The psalmist declared, Know that the Lord is God. It is he who made us, and we are his; we are his people, the sheep of his pasture.” (Psalm 100:3) The imagery of us being God’s sheep is a strong and pervasive image in the Bible. It might be an image that’s hard to comprehend for modern suburban or urban people, but it is an image that has resonated well through the centuries and still does today in many third world countries, and Mexico too! I frequently see one or two people keeping watch over their flock as the sheep graze, often along the busy highways and roadways we travel here in Mexico.

You watch the shepherd (or shepherdess) and he (or she) is giving 100% of their time to tending the flock. God is intentional about wanting us to see Him as our shepherd and we as His sheep. He wants us to know that He is always with us, watches over us, leads us, protects us, provides for us, and in general really cares a great deal for us, just as the shepherd does for the sheep.

Keep in mind, too, that the sheep is not the smartest animal in the barnyard, has few defenses against attack, and is, in general, a high maintenance animal. We’re like this to God! Let’s not take offense, however, for any negative aspect of comparing us to sheep is more than compensated for by the fact that the Lord is our shepherd and a very good shepherd at that!

What kind of care do you need from the Good Shepherd at this point in time? Do you need rest, rescuing by His shepherd’s crook, comfort, direction, a sound whack by His rod, nourishment of some kind from His green pastures, refreshment of some nature from His still waters, or something else that comes to mind when you think of God being your Good Shepherd?

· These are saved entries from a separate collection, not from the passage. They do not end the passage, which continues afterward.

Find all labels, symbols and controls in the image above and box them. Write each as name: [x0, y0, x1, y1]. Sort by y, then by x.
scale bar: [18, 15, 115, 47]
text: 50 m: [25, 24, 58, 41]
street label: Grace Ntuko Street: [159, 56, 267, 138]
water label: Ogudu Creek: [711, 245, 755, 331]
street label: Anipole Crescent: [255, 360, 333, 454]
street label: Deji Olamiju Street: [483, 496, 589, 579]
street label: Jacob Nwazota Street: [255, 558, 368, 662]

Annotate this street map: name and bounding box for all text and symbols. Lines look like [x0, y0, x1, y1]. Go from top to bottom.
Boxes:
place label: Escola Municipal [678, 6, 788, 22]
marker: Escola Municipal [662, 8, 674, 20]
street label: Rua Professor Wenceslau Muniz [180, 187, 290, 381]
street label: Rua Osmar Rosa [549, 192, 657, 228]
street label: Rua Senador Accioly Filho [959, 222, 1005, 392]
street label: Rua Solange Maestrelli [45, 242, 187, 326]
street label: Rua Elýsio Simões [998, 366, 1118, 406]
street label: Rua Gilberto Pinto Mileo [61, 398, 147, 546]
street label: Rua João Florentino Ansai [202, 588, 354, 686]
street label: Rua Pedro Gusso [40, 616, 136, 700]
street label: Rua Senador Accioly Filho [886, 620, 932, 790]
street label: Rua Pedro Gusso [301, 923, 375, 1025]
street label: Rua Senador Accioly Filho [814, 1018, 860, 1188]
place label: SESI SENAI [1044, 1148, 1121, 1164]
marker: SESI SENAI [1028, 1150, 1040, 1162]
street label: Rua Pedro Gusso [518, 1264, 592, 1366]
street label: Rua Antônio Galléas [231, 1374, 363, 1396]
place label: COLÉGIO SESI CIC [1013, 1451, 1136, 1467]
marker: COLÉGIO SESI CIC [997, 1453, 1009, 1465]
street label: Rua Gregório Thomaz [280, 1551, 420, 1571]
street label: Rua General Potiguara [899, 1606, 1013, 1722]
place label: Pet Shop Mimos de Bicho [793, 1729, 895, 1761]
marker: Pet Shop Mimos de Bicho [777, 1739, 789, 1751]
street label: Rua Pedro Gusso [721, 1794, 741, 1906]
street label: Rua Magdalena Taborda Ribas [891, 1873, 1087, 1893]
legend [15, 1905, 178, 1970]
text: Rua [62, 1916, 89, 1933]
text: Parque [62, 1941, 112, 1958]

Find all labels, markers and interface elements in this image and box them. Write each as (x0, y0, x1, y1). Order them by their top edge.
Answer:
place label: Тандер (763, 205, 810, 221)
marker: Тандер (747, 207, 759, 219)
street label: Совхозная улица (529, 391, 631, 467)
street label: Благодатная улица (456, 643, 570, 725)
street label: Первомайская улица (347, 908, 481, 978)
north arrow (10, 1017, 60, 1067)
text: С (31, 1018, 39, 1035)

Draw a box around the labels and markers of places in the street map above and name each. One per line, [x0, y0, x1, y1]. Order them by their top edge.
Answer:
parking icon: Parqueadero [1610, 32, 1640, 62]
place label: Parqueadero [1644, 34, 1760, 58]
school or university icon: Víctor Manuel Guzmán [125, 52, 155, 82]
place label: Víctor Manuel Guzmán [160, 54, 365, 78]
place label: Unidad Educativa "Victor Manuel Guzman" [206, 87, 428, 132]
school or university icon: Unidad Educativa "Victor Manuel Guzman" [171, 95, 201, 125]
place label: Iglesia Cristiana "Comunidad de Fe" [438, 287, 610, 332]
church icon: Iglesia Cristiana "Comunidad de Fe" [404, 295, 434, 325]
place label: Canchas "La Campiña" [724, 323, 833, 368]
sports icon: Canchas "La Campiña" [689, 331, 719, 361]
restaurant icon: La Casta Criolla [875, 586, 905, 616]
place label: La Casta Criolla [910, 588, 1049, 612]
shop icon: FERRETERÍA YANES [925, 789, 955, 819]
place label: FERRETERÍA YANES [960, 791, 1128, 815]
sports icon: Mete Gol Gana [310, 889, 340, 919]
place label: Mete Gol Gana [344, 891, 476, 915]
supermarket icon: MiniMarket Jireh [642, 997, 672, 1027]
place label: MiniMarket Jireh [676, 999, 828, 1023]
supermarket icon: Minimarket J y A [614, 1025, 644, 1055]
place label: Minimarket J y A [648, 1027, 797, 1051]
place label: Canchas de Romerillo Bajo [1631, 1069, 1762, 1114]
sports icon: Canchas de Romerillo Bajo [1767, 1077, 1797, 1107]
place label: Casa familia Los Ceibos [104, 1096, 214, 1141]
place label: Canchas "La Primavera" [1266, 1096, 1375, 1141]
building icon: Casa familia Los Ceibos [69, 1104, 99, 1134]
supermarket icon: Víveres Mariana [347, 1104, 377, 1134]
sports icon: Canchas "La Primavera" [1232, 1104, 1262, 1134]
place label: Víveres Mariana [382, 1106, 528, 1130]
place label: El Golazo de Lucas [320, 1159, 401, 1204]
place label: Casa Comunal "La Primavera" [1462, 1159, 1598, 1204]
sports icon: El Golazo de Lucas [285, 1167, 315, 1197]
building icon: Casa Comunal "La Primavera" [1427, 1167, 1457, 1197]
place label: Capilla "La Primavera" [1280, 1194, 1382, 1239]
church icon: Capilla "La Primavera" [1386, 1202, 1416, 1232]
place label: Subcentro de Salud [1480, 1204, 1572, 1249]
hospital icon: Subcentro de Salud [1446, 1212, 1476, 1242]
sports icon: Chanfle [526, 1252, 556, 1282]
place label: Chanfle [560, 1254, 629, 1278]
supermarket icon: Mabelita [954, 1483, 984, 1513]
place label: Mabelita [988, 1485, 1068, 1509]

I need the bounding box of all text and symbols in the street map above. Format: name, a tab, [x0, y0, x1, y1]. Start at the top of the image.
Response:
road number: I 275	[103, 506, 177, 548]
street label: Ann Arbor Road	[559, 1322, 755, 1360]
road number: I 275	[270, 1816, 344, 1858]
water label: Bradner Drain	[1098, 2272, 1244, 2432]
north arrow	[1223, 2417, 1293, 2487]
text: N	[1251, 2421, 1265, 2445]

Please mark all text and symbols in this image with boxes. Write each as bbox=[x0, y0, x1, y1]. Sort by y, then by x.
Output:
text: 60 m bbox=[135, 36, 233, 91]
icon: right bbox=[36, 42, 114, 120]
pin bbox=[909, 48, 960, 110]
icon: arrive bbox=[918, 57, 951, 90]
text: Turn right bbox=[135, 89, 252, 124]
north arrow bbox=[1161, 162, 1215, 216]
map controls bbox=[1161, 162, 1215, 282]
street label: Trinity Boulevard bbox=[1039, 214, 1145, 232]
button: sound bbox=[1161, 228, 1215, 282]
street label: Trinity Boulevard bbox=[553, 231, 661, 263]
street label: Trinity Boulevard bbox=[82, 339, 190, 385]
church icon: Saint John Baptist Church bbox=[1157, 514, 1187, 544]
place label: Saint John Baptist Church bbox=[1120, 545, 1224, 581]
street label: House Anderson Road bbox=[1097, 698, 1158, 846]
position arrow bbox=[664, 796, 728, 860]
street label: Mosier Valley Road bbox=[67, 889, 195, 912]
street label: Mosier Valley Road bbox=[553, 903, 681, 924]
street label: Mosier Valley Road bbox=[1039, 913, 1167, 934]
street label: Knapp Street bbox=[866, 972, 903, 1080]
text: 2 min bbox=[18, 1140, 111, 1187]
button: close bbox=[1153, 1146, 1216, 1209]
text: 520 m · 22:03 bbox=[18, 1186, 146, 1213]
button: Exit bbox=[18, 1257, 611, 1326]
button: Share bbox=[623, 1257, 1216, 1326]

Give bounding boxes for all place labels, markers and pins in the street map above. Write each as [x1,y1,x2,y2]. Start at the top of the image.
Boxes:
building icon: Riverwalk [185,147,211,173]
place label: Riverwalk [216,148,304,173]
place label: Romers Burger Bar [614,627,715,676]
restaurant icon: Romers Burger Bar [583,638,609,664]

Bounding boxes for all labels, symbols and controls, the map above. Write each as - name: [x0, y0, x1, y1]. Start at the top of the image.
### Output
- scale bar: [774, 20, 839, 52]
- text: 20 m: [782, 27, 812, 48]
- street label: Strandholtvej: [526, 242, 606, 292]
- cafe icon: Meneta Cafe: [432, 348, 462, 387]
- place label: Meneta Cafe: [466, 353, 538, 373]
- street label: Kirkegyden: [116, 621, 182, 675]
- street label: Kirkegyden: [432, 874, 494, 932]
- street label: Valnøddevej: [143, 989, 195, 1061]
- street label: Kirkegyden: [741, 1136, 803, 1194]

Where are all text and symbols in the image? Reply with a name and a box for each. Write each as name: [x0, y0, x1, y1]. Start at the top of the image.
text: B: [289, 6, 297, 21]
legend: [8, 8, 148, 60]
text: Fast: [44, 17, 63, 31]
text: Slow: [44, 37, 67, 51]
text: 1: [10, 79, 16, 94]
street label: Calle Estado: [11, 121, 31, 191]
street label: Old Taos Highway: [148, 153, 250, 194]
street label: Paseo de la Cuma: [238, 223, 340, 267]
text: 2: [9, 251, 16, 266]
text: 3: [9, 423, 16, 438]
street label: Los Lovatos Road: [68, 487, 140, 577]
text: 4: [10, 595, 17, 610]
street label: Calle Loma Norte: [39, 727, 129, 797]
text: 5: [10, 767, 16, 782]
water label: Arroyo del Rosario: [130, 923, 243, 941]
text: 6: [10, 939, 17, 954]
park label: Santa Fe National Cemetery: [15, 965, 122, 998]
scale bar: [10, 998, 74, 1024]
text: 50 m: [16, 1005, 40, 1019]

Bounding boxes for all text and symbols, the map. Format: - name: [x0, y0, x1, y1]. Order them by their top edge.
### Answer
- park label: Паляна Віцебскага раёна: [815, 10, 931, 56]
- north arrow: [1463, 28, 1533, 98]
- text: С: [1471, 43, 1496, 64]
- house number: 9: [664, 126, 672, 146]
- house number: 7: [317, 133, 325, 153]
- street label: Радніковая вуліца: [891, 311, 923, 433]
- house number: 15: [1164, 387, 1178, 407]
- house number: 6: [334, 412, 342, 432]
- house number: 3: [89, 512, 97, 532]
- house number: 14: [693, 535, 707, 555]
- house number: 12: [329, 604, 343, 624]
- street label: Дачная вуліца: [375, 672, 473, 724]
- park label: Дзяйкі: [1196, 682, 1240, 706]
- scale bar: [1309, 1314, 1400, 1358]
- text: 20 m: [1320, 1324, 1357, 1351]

It’s a powerful image, the shepherd taking care of his sheep. It’s why we have such an image hanging in our living room in Florida. I always want to remember that the Lord is my shepherd!

The Lord is my shepherd, I lack nothing.” (Psalm 23:1)


Clouds of Glory

This is the seventh in a series of nine photovotionals based on the photo prints
of mine which we have hanging on our walls in our home in Brandon, Florida.

The sun streaking its rays of light from behind clouds inspires thoughts of glory, of heaven, and of God. Such scenes are fleeting. I happened to see this scene from the back yard of our son Dan’s home in Florida. I ran for my camera for soon the sun’s rays would be gone. It was a case of racing the sun. I’m glad I won the race, so I could share the trophy of this photo!

On this side of heaven we only catch hints of the glory that someday will be for those of us who love the Lord and His appearing. Sometimes when I see the edges of clouds gilded in glorious light I think of my father who has gone to heaven and what he must be experiencing even now. I can almost hear him say, “I can’t wait until Clara, the kids, the grand kids and the great grand kids can see this!”

Sunbeams that aim downward toward the earth look like silvery slides to me, slides that angels sometimes slip down to meet with us humans occupied in the sandbox of day-to-day living. God’s angels have at times shared the glory of God and His heaven with us earthlings, wearing God’s glory as clothing. Talk about wearing a name brand! God’s glory of heaven has always been meant to spill over to earth.

We were created to enjoy the glory of God, His heaven, and His eternity, and nothing else will do. C.S. Lewis wrote of our desire for this “far off country” which makes us to some degree dissatisfied with where we now are. There is always the yearning for something more. We lament, even at a party or the streets of Disney World, “Is this all there is?”

And yet, strangely, we seem ready to settle for something less than that which God has for us. Lewis’ classic quote from The Weight of Glory says it well. It would seem that our Lord finds our desires not too strong, but too weak. We are half-hearted creatures, fooling about with drink and sex and ambition when infinite joy is offered us, like an ignorant child who wants to go on making mud pies in a slum because he cannot imagine what is meant by the offer of a holiday at the sea. We are far too easily pleased.”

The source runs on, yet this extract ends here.